- [Instructions to follow]: From the listing below, pick out each line with the word "Sans".

- [Data]:
○ ○ ○

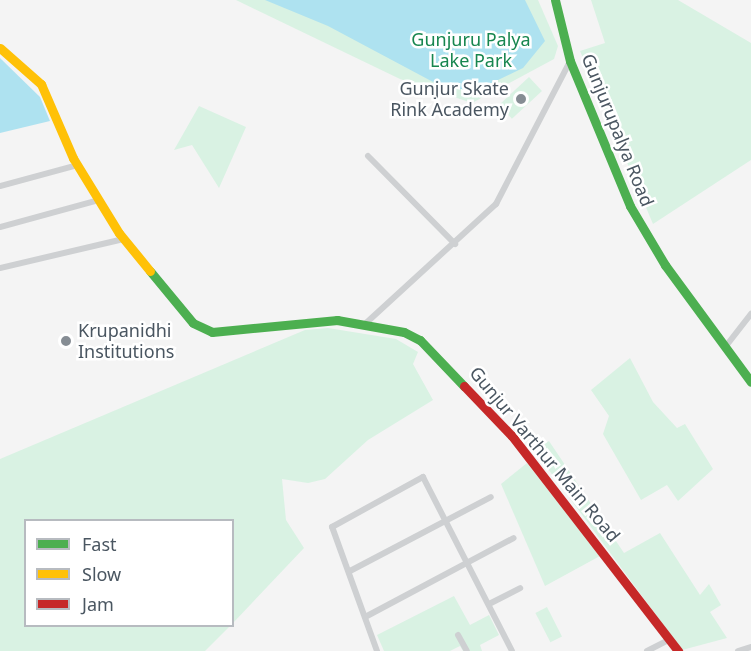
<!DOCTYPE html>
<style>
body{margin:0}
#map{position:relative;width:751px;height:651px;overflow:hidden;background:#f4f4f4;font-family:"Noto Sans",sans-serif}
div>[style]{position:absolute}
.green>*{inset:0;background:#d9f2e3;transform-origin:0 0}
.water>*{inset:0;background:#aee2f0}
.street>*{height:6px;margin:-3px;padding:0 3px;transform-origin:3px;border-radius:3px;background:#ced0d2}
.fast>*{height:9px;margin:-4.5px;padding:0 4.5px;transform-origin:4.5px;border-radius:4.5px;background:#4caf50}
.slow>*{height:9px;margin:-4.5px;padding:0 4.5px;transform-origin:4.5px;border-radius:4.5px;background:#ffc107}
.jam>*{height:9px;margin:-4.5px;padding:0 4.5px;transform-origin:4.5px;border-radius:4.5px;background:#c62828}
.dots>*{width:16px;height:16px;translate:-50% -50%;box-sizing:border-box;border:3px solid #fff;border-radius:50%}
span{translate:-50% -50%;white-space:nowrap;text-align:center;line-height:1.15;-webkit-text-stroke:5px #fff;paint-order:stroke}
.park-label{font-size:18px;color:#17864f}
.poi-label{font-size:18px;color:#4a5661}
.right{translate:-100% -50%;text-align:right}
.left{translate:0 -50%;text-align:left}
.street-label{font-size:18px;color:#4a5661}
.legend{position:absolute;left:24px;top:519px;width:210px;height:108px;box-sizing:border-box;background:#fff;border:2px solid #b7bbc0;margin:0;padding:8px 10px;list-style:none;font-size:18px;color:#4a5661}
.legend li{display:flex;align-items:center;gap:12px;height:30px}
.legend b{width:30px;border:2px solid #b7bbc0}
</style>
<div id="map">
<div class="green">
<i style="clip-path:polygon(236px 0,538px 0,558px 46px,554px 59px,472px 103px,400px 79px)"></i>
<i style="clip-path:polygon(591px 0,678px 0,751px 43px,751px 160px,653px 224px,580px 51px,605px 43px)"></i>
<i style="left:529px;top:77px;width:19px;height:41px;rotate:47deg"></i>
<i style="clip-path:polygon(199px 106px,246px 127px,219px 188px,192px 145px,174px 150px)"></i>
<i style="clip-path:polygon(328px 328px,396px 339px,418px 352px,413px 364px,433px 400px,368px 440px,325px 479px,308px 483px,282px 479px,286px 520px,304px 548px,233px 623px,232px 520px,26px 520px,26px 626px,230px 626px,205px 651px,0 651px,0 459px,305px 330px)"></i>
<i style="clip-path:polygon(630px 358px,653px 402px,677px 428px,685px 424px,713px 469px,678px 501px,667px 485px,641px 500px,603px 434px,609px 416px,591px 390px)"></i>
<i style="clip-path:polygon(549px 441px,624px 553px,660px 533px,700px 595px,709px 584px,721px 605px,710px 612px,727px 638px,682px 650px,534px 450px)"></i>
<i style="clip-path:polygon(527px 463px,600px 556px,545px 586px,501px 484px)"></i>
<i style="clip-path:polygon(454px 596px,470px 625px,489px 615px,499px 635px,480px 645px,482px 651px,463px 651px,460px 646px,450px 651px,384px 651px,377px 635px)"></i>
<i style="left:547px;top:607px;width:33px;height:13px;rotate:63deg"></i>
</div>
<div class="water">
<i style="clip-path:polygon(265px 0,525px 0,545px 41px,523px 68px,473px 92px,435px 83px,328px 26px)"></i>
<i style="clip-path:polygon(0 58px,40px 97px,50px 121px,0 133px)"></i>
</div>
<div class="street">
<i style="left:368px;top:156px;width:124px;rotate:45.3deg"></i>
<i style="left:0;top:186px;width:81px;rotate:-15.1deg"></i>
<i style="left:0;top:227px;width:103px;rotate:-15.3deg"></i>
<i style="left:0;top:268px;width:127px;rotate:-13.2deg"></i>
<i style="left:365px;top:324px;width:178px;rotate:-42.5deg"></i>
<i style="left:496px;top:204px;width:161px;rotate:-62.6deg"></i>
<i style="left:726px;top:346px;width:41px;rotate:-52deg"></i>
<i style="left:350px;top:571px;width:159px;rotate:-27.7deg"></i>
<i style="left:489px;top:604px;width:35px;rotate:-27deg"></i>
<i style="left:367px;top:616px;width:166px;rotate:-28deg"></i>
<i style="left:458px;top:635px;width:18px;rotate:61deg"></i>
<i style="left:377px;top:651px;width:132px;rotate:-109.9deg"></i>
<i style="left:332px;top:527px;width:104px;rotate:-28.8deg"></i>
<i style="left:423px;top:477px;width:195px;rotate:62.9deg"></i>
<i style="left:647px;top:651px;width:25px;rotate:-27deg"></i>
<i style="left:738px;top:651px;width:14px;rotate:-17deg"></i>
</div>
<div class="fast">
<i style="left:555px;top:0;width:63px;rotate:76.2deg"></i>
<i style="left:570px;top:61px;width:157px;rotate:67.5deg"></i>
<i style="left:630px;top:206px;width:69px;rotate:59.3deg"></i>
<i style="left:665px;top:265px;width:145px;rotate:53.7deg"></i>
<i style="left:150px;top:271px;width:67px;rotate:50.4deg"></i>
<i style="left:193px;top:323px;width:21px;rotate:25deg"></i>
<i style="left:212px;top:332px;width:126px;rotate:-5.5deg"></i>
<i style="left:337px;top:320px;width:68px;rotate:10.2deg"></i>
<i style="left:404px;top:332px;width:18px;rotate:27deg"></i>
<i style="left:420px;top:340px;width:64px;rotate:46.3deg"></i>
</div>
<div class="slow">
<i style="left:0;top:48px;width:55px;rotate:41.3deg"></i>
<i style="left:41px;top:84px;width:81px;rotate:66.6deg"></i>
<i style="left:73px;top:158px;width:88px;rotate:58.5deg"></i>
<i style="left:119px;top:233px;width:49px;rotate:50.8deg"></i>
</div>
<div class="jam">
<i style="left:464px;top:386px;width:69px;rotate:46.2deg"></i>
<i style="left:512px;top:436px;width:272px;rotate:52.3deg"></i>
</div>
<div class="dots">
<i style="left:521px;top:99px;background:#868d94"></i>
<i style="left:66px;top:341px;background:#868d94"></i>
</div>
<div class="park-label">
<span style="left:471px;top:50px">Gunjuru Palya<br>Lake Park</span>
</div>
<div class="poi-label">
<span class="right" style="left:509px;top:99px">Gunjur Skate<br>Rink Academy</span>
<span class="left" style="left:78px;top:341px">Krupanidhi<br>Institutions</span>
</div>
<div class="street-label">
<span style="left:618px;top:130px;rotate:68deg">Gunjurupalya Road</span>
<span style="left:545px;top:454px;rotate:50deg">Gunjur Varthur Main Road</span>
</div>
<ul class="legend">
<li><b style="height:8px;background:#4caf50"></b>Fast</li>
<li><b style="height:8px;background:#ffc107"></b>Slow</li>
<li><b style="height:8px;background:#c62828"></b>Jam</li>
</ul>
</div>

○ ○ ○

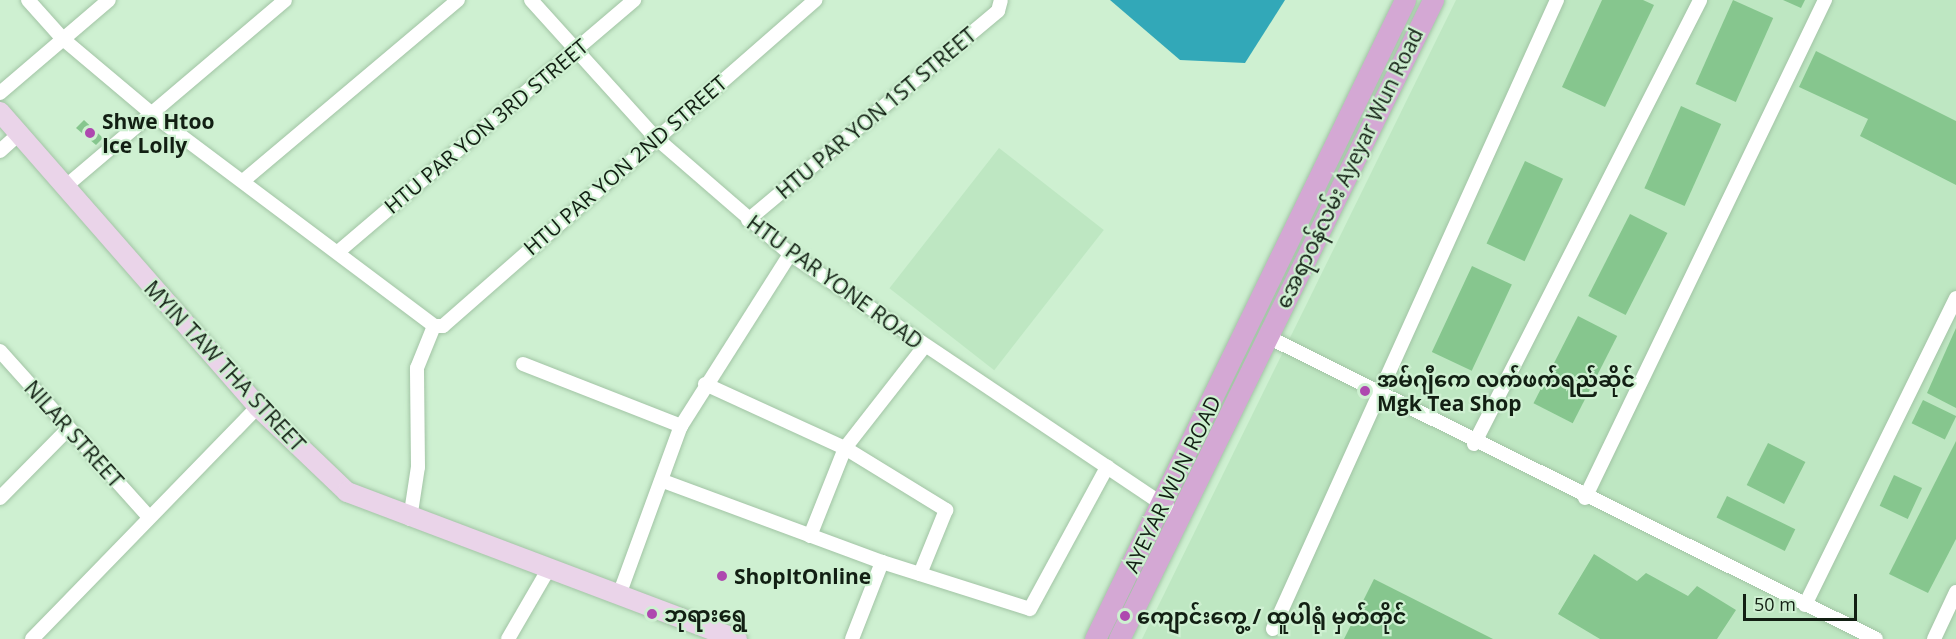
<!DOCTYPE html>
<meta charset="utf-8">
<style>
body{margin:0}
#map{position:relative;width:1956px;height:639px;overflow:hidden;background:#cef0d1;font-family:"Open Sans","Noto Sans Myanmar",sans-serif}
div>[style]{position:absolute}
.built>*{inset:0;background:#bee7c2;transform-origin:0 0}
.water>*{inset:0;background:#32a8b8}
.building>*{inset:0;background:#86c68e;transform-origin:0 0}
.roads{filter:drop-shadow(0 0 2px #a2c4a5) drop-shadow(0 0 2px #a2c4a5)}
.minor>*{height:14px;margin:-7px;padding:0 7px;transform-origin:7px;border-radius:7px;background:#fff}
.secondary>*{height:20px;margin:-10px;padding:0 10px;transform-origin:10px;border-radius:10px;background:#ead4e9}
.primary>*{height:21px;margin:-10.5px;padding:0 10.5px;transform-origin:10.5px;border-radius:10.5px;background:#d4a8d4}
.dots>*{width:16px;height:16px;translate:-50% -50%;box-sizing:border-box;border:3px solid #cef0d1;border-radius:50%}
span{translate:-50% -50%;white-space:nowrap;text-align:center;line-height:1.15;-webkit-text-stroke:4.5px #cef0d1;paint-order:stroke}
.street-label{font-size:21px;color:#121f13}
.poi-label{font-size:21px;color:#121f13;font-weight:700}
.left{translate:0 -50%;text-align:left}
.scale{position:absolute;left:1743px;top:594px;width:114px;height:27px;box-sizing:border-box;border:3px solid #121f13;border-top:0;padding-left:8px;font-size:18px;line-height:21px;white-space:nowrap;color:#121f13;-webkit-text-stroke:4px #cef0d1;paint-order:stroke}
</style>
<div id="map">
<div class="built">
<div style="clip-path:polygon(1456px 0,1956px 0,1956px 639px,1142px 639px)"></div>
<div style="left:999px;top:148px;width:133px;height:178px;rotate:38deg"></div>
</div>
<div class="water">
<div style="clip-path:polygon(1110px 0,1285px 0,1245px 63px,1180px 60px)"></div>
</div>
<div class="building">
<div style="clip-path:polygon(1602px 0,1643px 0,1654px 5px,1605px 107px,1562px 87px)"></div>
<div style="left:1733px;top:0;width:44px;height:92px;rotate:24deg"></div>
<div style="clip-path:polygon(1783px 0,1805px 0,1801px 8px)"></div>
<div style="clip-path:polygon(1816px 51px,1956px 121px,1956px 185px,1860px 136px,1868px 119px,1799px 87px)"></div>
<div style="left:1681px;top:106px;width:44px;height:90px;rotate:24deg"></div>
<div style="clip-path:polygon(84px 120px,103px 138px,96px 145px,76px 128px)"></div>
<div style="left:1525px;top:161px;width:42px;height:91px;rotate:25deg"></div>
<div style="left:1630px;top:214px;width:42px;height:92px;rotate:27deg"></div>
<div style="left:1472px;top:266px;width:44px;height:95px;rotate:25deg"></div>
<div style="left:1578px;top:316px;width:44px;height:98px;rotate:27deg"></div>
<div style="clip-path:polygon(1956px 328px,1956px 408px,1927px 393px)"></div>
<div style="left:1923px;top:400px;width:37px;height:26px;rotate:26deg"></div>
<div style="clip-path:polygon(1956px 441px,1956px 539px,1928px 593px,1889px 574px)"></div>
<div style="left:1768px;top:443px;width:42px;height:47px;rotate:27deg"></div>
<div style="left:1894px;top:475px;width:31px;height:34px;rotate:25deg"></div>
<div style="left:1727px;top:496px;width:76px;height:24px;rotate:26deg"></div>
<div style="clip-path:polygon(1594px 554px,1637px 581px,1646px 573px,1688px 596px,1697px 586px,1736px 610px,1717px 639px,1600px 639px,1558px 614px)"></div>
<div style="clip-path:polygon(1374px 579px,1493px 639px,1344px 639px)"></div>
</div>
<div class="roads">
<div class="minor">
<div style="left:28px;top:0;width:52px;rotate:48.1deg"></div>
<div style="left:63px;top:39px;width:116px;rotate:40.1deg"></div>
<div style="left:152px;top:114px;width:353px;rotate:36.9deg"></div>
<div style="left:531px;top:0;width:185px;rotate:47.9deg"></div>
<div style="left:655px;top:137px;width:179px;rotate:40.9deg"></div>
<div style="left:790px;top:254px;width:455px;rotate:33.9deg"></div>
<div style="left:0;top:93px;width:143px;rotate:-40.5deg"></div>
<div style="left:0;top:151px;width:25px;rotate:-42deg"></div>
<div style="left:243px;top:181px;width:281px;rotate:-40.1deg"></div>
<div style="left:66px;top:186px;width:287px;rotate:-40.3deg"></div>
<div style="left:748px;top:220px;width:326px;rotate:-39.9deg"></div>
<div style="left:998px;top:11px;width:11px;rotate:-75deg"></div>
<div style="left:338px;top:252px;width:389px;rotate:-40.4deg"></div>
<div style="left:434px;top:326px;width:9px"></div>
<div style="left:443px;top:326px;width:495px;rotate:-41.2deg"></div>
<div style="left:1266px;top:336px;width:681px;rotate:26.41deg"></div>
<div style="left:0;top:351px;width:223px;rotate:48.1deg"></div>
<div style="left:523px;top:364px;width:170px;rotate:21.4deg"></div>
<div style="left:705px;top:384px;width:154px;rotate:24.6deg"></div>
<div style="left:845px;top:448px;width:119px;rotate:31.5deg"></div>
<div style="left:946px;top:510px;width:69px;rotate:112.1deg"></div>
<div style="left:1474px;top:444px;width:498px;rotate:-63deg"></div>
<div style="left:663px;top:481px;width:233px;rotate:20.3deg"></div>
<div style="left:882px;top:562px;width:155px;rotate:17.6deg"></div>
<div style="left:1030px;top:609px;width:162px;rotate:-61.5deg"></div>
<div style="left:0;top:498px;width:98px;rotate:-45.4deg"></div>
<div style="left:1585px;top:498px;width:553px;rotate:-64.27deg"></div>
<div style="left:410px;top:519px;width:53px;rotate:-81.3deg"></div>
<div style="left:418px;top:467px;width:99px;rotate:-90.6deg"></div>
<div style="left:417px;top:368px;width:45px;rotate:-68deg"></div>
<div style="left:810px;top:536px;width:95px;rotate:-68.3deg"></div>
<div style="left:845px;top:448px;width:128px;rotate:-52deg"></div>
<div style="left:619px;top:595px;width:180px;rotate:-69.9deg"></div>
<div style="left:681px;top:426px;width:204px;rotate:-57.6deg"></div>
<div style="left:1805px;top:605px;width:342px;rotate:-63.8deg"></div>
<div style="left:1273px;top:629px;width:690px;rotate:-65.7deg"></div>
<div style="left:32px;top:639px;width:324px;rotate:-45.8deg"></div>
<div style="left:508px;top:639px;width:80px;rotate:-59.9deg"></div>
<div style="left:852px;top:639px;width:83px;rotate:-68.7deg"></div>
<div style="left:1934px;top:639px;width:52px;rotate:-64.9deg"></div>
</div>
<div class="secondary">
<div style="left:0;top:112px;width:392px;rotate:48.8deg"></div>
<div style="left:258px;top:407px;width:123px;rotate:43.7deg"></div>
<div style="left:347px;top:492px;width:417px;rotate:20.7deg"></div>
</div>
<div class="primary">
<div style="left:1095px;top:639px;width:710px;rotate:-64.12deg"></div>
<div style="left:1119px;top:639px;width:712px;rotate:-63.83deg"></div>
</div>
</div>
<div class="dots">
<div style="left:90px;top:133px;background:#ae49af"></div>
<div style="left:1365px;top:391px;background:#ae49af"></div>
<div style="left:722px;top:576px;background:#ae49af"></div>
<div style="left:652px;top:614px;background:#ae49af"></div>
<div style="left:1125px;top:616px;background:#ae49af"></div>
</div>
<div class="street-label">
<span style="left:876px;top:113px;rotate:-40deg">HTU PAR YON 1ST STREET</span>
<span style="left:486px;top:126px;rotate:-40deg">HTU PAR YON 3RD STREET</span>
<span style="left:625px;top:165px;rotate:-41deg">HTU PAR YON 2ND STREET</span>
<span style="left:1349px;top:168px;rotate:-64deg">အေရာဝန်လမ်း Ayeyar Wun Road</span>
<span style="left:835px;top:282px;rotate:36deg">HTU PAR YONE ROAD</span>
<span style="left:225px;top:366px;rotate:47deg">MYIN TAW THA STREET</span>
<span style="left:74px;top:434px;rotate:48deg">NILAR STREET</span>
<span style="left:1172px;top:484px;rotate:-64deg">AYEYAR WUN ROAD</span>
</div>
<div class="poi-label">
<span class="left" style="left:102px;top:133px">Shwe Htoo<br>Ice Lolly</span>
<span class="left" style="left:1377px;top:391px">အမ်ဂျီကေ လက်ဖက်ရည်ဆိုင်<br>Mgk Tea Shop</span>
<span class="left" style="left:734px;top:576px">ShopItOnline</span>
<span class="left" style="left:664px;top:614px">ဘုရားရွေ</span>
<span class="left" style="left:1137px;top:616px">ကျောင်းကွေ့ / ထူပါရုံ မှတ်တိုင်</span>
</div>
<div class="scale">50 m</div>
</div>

○ ○ ○

- [Written solution]:
#map{position:relative;width:751px;height:651px;overflow:hidden;background:#f4f4f4;font-family:"Noto Sans",sans-serif}
#map{position:relative;width:1956px;height:639px;overflow:hidden;background:#cef0d1;font-family:"Open Sans","Noto Sans Myanmar",sans-serif}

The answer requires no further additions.